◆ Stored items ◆
########

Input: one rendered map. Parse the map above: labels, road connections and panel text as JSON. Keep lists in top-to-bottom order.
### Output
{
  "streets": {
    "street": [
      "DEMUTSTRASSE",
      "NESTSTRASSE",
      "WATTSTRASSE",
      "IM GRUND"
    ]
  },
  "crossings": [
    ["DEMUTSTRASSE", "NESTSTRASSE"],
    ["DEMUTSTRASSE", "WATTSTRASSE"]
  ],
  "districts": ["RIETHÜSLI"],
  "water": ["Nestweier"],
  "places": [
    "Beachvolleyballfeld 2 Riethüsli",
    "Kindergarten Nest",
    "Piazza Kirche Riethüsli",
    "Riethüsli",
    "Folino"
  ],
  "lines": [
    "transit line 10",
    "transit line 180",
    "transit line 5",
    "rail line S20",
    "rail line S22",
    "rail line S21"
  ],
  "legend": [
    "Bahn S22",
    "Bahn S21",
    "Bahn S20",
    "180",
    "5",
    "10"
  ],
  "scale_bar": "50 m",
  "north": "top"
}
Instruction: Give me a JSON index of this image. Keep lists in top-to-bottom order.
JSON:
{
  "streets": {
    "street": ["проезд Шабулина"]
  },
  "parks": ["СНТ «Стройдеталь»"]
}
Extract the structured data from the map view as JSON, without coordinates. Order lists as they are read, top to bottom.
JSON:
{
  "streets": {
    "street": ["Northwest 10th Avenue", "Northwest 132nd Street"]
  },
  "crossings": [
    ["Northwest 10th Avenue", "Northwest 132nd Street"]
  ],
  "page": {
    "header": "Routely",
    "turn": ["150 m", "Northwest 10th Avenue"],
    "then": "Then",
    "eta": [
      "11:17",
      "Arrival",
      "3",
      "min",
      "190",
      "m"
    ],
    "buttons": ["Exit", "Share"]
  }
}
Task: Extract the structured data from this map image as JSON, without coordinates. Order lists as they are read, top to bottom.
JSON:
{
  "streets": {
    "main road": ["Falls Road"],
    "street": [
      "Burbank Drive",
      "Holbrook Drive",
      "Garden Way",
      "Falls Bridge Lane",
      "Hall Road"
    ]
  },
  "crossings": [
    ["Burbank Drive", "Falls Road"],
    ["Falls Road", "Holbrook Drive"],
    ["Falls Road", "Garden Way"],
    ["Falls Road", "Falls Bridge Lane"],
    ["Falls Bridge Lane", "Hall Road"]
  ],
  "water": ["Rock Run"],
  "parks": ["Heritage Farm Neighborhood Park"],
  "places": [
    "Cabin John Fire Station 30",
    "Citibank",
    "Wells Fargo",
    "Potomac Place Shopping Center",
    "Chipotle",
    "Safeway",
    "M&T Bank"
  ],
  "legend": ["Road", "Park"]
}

########

◆ TASK TO CARRY OUT ◆
Each record should be returned precisely as written.

◆ RESULT BELOW ◆
Input: one rendered map. Parse the map above: labels, road connections and panel text as JSON. Keep lists in top-to-bottom order.
### Output
{
  "streets": {
    "street": [
      "DEMUTSTRASSE",
      "NESTSTRASSE",
      "WATTSTRASSE",
      "IM GRUND"
    ]
  },
  "crossings": [
    ["DEMUTSTRASSE", "NESTSTRASSE"],
    ["DEMUTSTRASSE", "WATTSTRASSE"]
  ],
  "districts": ["RIETHÜSLI"],
  "water": ["Nestweier"],
  "places": [
    "Beachvolleyballfeld 2 Riethüsli",
    "Kindergarten Nest",
    "Piazza Kirche Riethüsli",
    "Riethüsli",
    "Folino"
  ],
  "lines": [
    "transit line 10",
    "transit line 180",
    "transit line 5",
    "rail line S20",
    "rail line S22",
    "rail line S21"
  ],
  "legend": [
    "Bahn S22",
    "Bahn S21",
    "Bahn S20",
    "180",
    "5",
    "10"
  ],
  "scale_bar": "50 m",
  "north": "top"
}
Instruction: Give me a JSON index of this image. Keep lists in top-to-bottom order.
JSON:
{
  "streets": {
    "street": ["проезд Шабулина"]
  },
  "parks": ["СНТ «Стройдеталь»"]
}
Extract the structured data from the map view as JSON, without coordinates. Order lists as they are read, top to bottom.
JSON:
{
  "streets": {
    "street": ["Northwest 10th Avenue", "Northwest 132nd Street"]
  },
  "crossings": [
    ["Northwest 10th Avenue", "Northwest 132nd Street"]
  ],
  "page": {
    "header": "Routely",
    "turn": ["150 m", "Northwest 10th Avenue"],
    "then": "Then",
    "eta": [
      "11:17",
      "Arrival",
      "3",
      "min",
      "190",
      "m"
    ],
    "buttons": ["Exit", "Share"]
  }
}
Task: Extract the structured data from this map image as JSON, without coordinates. Order lists as they are read, top to bottom.
JSON:
{
  "streets": {
    "main road": ["Falls Road"],
    "street": [
      "Burbank Drive",
      "Holbrook Drive",
      "Garden Way",
      "Falls Bridge Lane",
      "Hall Road"
    ]
  },
  "crossings": [
    ["Burbank Drive", "Falls Road"],
    ["Falls Road", "Holbrook Drive"],
    ["Falls Road", "Garden Way"],
    ["Falls Road", "Falls Bridge Lane"],
    ["Falls Bridge Lane", "Hall Road"]
  ],
  "water": ["Rock Run"],
  "parks": ["Heritage Farm Neighborhood Park"],
  "places": [
    "Cabin John Fire Station 30",
    "Citibank",
    "Wells Fargo",
    "Potomac Place Shopping Center",
    "Chipotle",
    "Safeway",
    "M&T Bank"
  ],
  "legend": ["Road", "Park"]
}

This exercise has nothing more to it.